Climate-driven evolution

From a book review by Henry Harpending in PLoS Biology:

There are several rather distinct traditions in the contemporary study of human evolution. One is the detailed study of anatomical differences among fossils. A second emphasizes classical ecology with detailed attention to ancient climates and environments and comparative biogeography. A third has a focus on behavioral ecology (i.e., what used to be called sociobiology). [. . .] The behavioral ecology tradition emphasizes mating competition and intergroup struggles as the important drivers of human evolution. With roots in economics, comparative animal behavior, and the new population genetics of interaction started by W.D. Hamilton in the 1960s, social interactions themselves are the prime drivers of human evolution. [. . .]

The Humans Who Went Extinct is firmly in the [. . .] classical ecological tradition. This admirable book is a summary and interpretation of human evolution from the first bipeds several million years ago to the earliest settled agricultural populations after the end of the Pleistocene. The title does not do justice to the scope of the book: there is only a weak focus on the extinction of the Neanderthals. It is an excellent summary of the classical ecological approach to human evolution with a dazzling portrayal of the relevant paleoclimatology, paleoecology, and biogeography.

These traditions ought to be complementary; instead they are rather isolated from each other. The discipline would be enriched if we acknowledged that the narratives that each tells are models and that models should be evaluated and falsified with data. There are numerous situations where models from the ecological and behavioral traditions compete directly, and such situations ought to be exploited for direct tests of the competing models. [. . .]

A staple of my lecture notes on the modern human diaspora is that when the earth is cold the Middle East is ecologically Europe with its Palearctic fauna, while warming means the return of Africa fauna to the Middle East. Several modern looking skulls from the Middle East (Skuhl, Qafzeh) then simply represent a temporary intrusion of African fauna into the Levant ca. 120 kya. Finlayson destroys this understanding of mine, pointing out that the faunal associations of the early moderns in the Levant, and of the slightly later Neanderthals, were much the same.
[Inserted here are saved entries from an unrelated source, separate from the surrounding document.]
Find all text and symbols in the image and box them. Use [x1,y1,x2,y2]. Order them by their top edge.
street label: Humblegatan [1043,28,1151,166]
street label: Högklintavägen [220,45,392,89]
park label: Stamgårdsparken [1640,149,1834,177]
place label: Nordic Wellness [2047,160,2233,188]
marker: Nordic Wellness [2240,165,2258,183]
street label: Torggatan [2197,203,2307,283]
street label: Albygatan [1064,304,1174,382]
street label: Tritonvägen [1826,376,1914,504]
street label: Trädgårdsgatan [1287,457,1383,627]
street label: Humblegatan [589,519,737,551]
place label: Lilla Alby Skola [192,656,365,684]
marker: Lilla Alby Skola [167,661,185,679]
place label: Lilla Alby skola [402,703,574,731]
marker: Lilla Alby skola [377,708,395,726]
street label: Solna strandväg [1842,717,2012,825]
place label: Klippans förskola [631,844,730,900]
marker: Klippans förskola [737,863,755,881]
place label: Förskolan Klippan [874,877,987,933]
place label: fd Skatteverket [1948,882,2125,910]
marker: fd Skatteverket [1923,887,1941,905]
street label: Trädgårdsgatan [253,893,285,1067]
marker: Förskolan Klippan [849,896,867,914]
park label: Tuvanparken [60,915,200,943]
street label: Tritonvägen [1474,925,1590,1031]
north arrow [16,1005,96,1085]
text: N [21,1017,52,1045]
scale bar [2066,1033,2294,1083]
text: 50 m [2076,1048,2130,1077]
Another staple of my lectures is that the appearance of anatomically modern humans in Europe is marked by a new technology called Aurignacian (distinguished by the use of blade tools) brought by the moderns. Finlayson casually destroys this staple too, pointing out that there is no known association between the Aurignacian and modern human remains. The Aurignacian could very well have been made by Neanderthals.

Even worse, I repeat the standard narrative that moderns out-competed Neanderthals and were somehow responsible for their extinction. Not so fast, says Finlayson, suggesting that climate change drove the Neanderthals away and they may never have even encountered the modern human invaders. His candidate for an unequivocal archaeological marker of moderns is the Gravettian cultural tradition with its origin in western Asia, a tradition that was able to exploit open country herd prey on the expanding tundra.
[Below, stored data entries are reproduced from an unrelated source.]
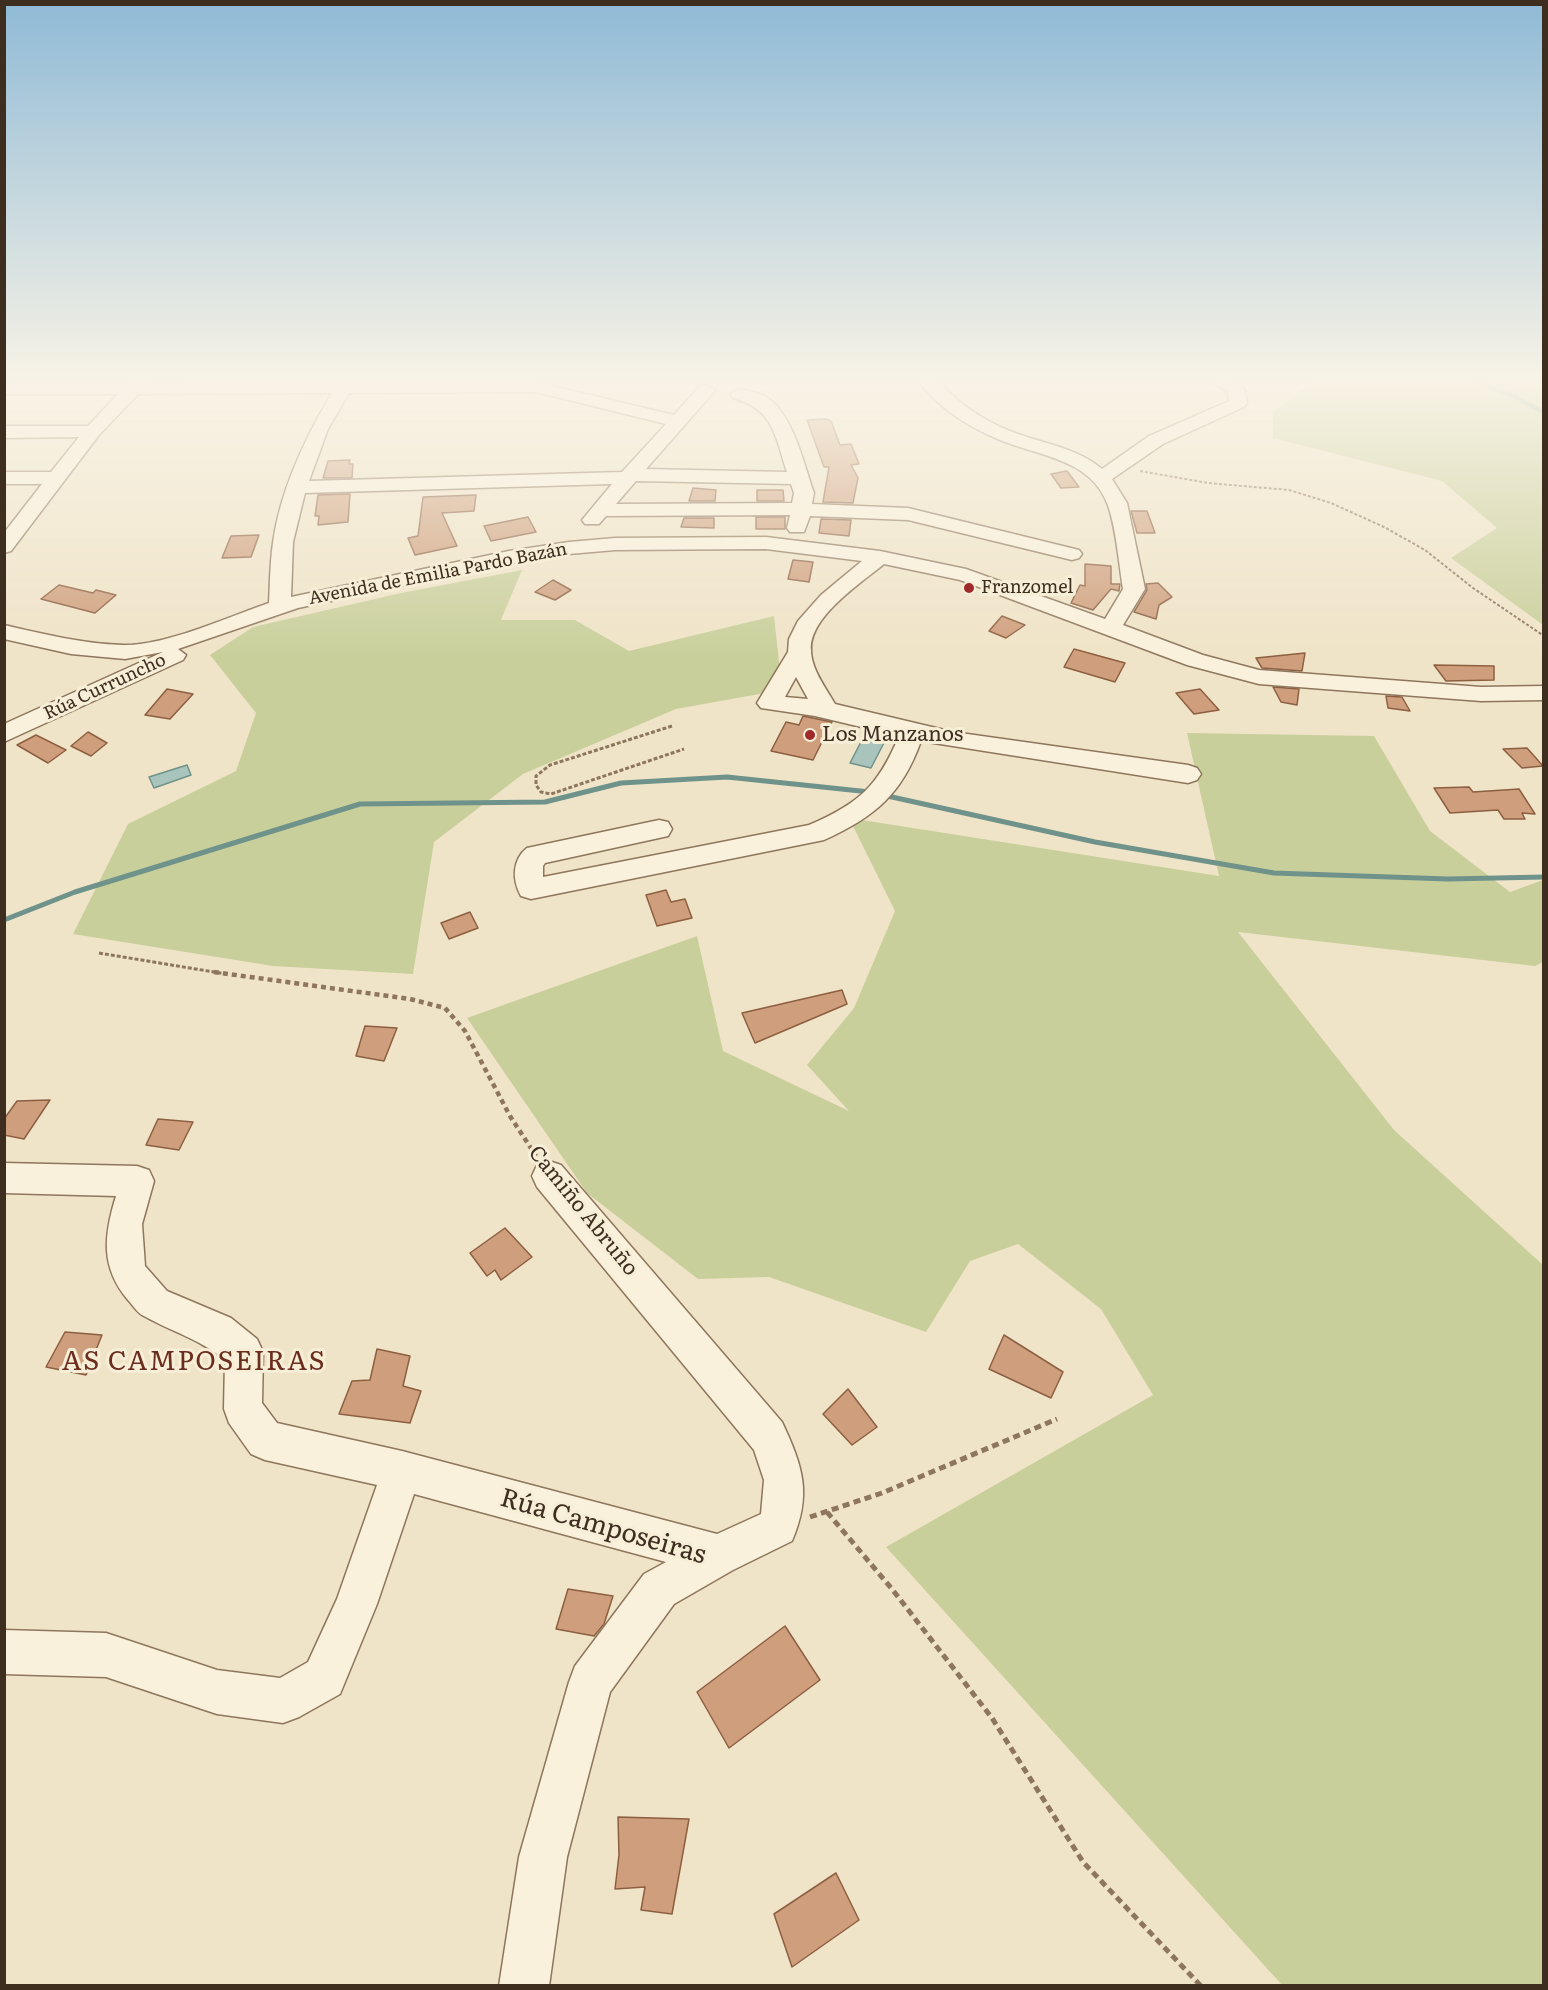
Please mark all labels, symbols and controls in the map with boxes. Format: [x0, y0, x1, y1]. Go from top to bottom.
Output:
street label: Avenida de Emilia Pardo Bazán [307, 538, 569, 610]
place label: Franzomel [981, 577, 1073, 599]
marker: Franzomel [962, 581, 976, 595]
street label: Rúa Curruncho [41, 649, 169, 725]
place label: Los Manzanos [822, 722, 963, 748]
marker: Los Manzanos [803, 728, 817, 742]
street label: Camiño Abruño [523, 1141, 643, 1281]
district label: AS CAMPOSEIRAS [62, 1346, 326, 1378]
street label: Rúa Camposeiras [497, 1483, 709, 1571]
This book is packed with new data, insights, and perspectives, with the dominant theme being about how climate has driven human evolution. The narrative starts with the handful of very early apparent precursors of the Australopithecines and the later appearance of Homo erectus with its larger brain and slightly advanced tool-making technology. The conventional story is that this new version of Homo evolved in Africa and left about one and one half million years ago, but Finlayson points out that there is plenty of room for a hypothesis of an Asian origin of this taxon. [. . .]

As a population geneticist, I must explain why I have not discussed genetics in this review. In the heady times of mitochondrial DNA in the 1980s it seemed that genetics would answer important questions about human evolution. Since then, we seem to know less and less: the mutation rate of mtDNA slows down as larger time intervals are considered, and it has become clear that haploid markers like mtDNA and the Y chromosome are not very reliable markers of origins and ancestry. The most important finding about our genetics from the nuclear genome was the apparent small effective size of our species, on the order of 10,000 individuals. We knew in the 1980s that this was due to some severe bottleneck or bottlenecks in human history, but since then it has become apparent that other demographic phenomena, like waves of advance and selective sweeps of advantages genes and haplotypes, could generate the apparent small effective size. In other words, we know much less today from genetics than we thought we did two decades ago.